CARIBOU – Kendall Sutherland eased his 1964 Moto Ski around the Caribou Historical Society grounds Saturday, at the beck and call of anyone wanting to see what snowmobiling was like 40 years ago.
It was a bright day with enough warmth allowing him to demonstrate without all the clothing that normally encumbers snowmobilers.
It was easy for the “old snowmobile” enthusiast to do his thing.
His snowmobile, an 8-horsepower model, had none of the amenities of more recent machines. He sat on a 2-inch-thick seat, started the machine with a pull cord and slowly moved over the snowbank, across a field and into a parking lot.
“Nice machine,” a man said as he walked across the parking lot to a chicken stew lunch at the society’s museum on Route 1.
Ralph Ostlund, 81, of New Sweden, a Nordic skier who started his hobby more than seven decades ago, was inside greeting people, answering questions about the display of photographs of Caribou’s 70 years of winter carnival extravaganzas.
“That [ice cutting of decades ago] was quite a thing,” Ostlund said to Gilbert Hitchcock of Caribou in the society’s museum as they looked at photos.
Along with skis made in New Sweden, the society had an old bobsled, unpainted and most likely made of wood found around homes decades ago.
“I started skiing when I was 4 years old,” Ostlund said. “I stopped for a while, during my working years, until 30 years ago.

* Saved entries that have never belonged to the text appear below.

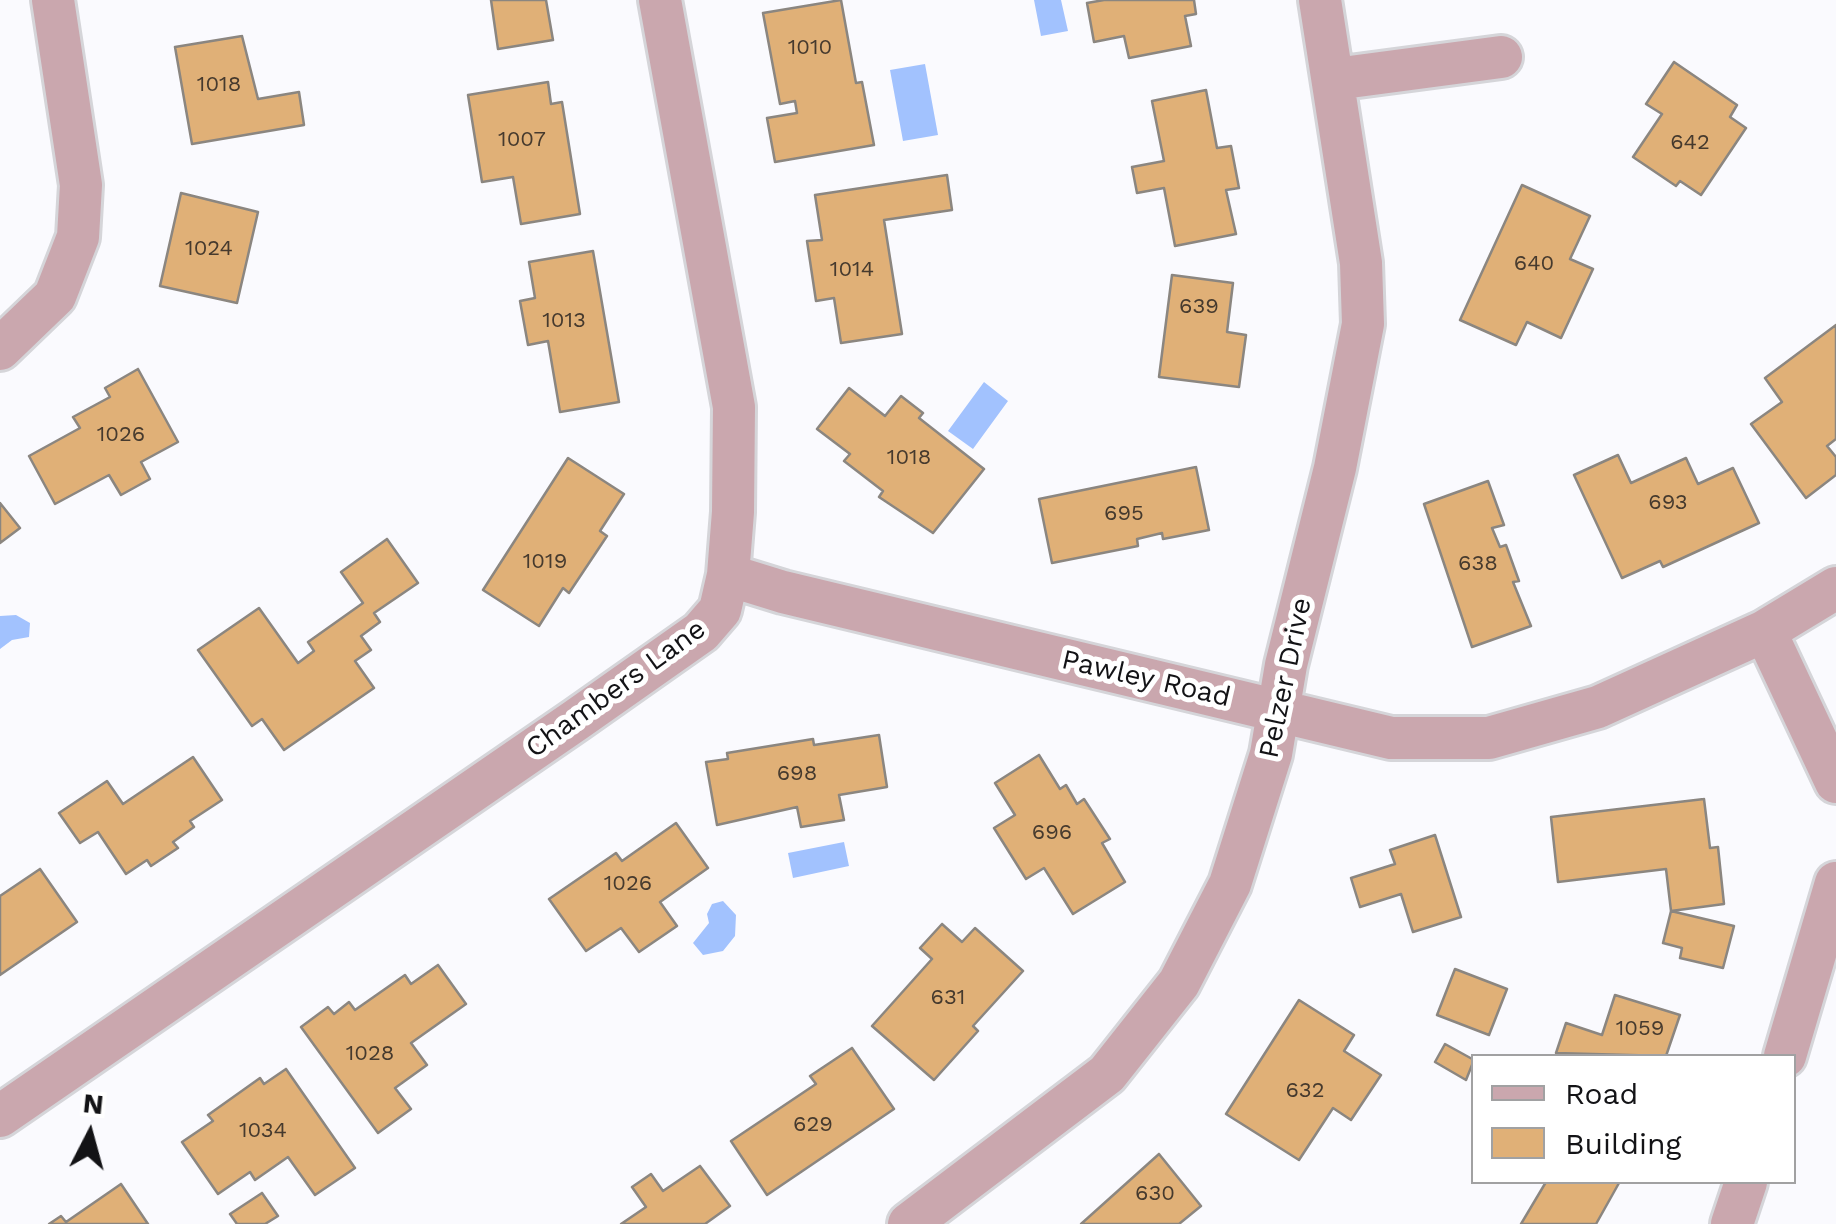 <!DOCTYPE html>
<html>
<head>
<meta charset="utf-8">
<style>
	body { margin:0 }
	#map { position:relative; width:1836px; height:1224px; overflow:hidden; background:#fafafe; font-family:"Work Sans",sans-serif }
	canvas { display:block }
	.legend { position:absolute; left:1471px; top:1054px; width:325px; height:130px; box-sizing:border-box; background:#fff; border:2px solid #a1a1a2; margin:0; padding:12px 18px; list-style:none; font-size:30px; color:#131316 }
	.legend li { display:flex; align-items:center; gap:20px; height:50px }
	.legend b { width:50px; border:2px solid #a1a1a2 }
	.north { position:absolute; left:40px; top:1084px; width:100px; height:100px; -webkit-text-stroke:8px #fff; paint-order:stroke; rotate:6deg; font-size:28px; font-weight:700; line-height:40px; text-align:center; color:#131316 }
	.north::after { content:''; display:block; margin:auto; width:35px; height:45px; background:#131316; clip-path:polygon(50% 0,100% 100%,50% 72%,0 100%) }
</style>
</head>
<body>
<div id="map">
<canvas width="1836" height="1224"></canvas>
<ul class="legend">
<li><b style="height:12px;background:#caa7ae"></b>Road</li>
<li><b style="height:28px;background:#e0b077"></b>Building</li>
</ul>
<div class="north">N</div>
</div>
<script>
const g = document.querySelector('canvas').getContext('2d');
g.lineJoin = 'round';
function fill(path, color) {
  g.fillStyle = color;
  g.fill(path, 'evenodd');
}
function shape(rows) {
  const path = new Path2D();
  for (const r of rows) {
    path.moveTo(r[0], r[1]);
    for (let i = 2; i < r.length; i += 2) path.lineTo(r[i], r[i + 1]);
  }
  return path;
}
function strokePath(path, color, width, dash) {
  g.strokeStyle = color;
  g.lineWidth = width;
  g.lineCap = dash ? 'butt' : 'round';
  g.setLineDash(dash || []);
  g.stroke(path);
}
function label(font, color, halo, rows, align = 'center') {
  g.font = font + ' "Work Sans",sans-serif';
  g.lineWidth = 10;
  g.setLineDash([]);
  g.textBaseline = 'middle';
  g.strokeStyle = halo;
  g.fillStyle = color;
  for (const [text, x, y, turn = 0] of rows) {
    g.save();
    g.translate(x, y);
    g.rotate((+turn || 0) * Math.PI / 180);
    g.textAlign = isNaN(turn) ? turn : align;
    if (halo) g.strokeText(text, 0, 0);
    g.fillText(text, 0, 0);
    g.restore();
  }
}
fill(shape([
	[1034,0,1061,0,1068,31,1041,36],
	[925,64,938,135,903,141,890,70],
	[984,382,1008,401,973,449,948,431],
	[16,615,30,623,29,637,12,640,0,649,0,616],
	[844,842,849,866,793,878,788,853],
	[723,901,736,915,735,936,723,951,703,955,693,943,709,923,707,914,712,904]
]), '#a2c2fe');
const building = shape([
	[491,0,546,0,553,40,498,49,491,0],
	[841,0,856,83,862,82,874,145,775,162,767,118,797,113,795,101,780,104,763,13,841,0],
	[1104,0,1194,0,1196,14,1185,16,1191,46,1129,58,1124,36,1094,42,1087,3,1104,0],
	[242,36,258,99,299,92,304,125,192,144,175,47,242,36],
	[1674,62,1737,105,1730,117,1746,128,1701,195,1680,181,1676,186,1633,157,1662,114,1646,104,1674,62],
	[548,82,551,104,562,102,580,214,521,224,513,177,482,182,468,95,548,82],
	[1206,90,1217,148,1231,146,1239,188,1226,190,1236,234,1175,246,1164,188,1137,193,1132,167,1164,161,1152,101,1206,90],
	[947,175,952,210,884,220,902,334,841,343,834,298,816,301,807,241,822,240,815,195,947,175],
	[1522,185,1590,216,1570,259,1593,269,1561,338,1527,322,1516,345,1460,320,1522,185],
	[181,193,258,212,237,303,160,286,181,193],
	[593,251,619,402,560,412,548,341,528,345,520,301,535,298,529,262,593,251],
	[1172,275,1233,283,1227,332,1246,335,1239,387,1159,377,1172,275],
	[1836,325,1836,439,1827,446,1836,457,1836,475,1806,498,1751,424,1782,402,1765,378,1836,325],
	[138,369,178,442,141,462,150,479,121,495,109,475,55,504,29,456,80,428,73,417,110,397,105,388,138,369],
	[849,388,885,416,901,396,923,413,919,418,984,469,933,533,879,497,883,491,844,461,850,454,817,429,849,388],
	[1618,455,1631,483,1686,458,1698,484,1733,468,1759,523,1663,567,1660,561,1622,578,1574,475,1618,455],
	[568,458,624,494,600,531,607,536,569,593,563,588,539,626,483,590,568,458],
	[1196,467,1209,530,1163,539,1162,533,1137,539,1138,546,1052,563,1039,499,1196,467],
	[1488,481,1504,525,1492,528,1500,547,1506,545,1519,581,1513,582,1531,626,1472,647,1424,504,1488,481],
	[0,503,20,528,0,543,0,503],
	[387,539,418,583,374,613,380,622,361,636,371,650,355,661,374,688,284,750,262,719,252,726,198,650,259,608,298,663,314,651,308,642,363,603,341,572,387,539],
	[879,735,887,787,839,795,844,820,801,827,797,807,717,825,706,762,728,759,727,753,813,739,814,745,879,735],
	[1039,755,1060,789,1066,785,1077,804,1084,799,1110,839,1102,843,1125,882,1073,914,1044,868,1026,879,994,828,1015,815,995,783,1039,755],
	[193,757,222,800,190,821,194,827,173,842,178,848,151,866,147,860,126,874,98,832,80,843,59,813,107,781,123,804,193,757],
	[1704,799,1710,848,1718,847,1724,904,1671,911,1666,869,1558,882,1551,817,1704,799],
	[676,823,708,868,660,902,677,926,639,952,621,928,586,951,549,899,616,853,622,861,676,823],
	[1435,835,1461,917,1413,932,1401,894,1360,907,1351,878,1395,864,1390,850,1435,835],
	[40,869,77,922,0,975,0,896,40,869],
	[1671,911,1734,926,1723,968,1680,958,1682,948,1663,943,1671,911],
	[942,924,962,942,975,928,1023,971,973,1026,978,1031,934,1080,872,1026,932,959,920,948,942,924],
	[438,965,466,1004,411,1043,427,1065,395,1088,411,1109,378,1133,301,1027,328,1007,334,1014,349,1002,355,1010,405,975,411,984,438,965],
	[1455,969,1507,989,1489,1035,1437,1015,1455,969],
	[1615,995,1680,1015,1666,1056,1556,1053,1566,1023,1602,1035,1615,995],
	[1299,1000,1354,1035,1344,1051,1381,1075,1351,1120,1333,1108,1299,1160,1226,1114,1299,1000],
	[1445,1044,1474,1060,1466,1080,1435,1062,1445,1044],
	[852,1048,894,1109,767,1195,731,1141,816,1084,810,1076,852,1048],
	[286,1069,355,1168,315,1195,288,1157,255,1180,250,1172,218,1194,182,1142,213,1121,208,1115,260,1078,264,1084,286,1069],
	[1159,1154,1201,1206,1179,1224,1081,1224,1159,1154],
	[700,1166,730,1206,705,1224,621,1224,646,1207,632,1187,651,1174,663,1191,700,1166],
	[1546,1182,1617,1182,1619,1183,1596,1224,1521,1224,1546,1182],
	[121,1184,148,1224,49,1224,61,1216,66,1222,121,1184],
	[262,1193,278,1216,265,1224,237,1224,230,1214,262,1193]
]);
fill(building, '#e0b077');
strokePath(building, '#8b8680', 2.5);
const minor = shape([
	[1335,79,1501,57],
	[0,349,55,296,78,237,81,185,53,0],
	[728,575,783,592,1391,738,1489,738,1598,707,1765,631,1836,588],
	[1765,631,1836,782],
	[1785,1056,1836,883],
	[0,1116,576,720,701,632,720,610,728,575,733,512,734,407,660,0],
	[909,1224,1107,1074,1179,983,1230,884,1271,754,1286,665,1335,468,1363,324,1361,263,1320,0],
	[1732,1224,1746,1182]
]);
strokePath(minor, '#d5d5d9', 48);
strokePath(minor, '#caa7ae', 42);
label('22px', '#463a2e', null, [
	["1010",810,48],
	["1018",219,85],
	["1007",522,140],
	["642",1690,143],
	["1024",209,249],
	["640",1534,264],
	["1014",852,270],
	["639",1199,307],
	["1013",564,321],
	["1026",121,435],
	["1018",909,458],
	["693",1668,503],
	["695",1124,514],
	["1019",545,562],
	["638",1478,564],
	["698",797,774],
	["696",1052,833],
	["1026",628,884],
	["631",948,998],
	["1059",1640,1029],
	["1028",370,1054],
	["632",1305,1091],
	["629",813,1125],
	["1034",263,1131],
	["630",1155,1194]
]);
label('28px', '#131316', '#fff', [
	["Pelzer Drive",1286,678,-78],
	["Pawley Road",1146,679,13],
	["Chambers Lane",616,689,-36]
]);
</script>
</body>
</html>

“Yes, I’ve skied with and against Sam Ouellette, but it was after his prime,” he said. “[Ouellette] skied in the Bangor-to-Caribou marathon, a four-day ski race.”
Ostlund doesn’t talk much of his own skiing abilities; he has scores of trophies to show. He still competes and until two years ago was still skiing 600 to 700 miles a year.
“I wasn’t planning on slowing down, but I had to,” he said. “I’m happy to be able to do the skiing I can when the weather allows.”
Ostlund was one of 16 people sickened by arsenic-laced coffee at a church social two years ago in New Sweden. It caused him some leg problems, and his skiing has slowed. Still, he did more than 100 miles last year.
He hoped to ski in Sunday’s Henry Anderson Ski Dag, one of scores of activities during the Caribou Winter Carnival. Sunday was the last day of the event.
Members of the Caribou Historical Society displayed their photos, news articles and artifacts, which included wooden cross-country skis and snowshoes from 70 years of the Caribou Winter Carnival.
Nancy Bubar worked most of the year setting up the display.
The Caribou Winter Carnival and Snowmobile Festival started in 1935 and now includes 10 days of activities.
The displays include photos of ice cutting on Collins Pond, the building of ice houses and castles, ice races with horses on the Aroostook River, snowshoeing photos, old carnival posters, and photos of the huge log haulers and a miniature train that used to run along Sweden Street in Caribou.
Downstairs at the society museum were scores of antiquities, including all kinds of tools, many found on family farms and homesteads. There were also artifacts from physicians’ offices in Caribou and displays on local war efforts as far back as World War I.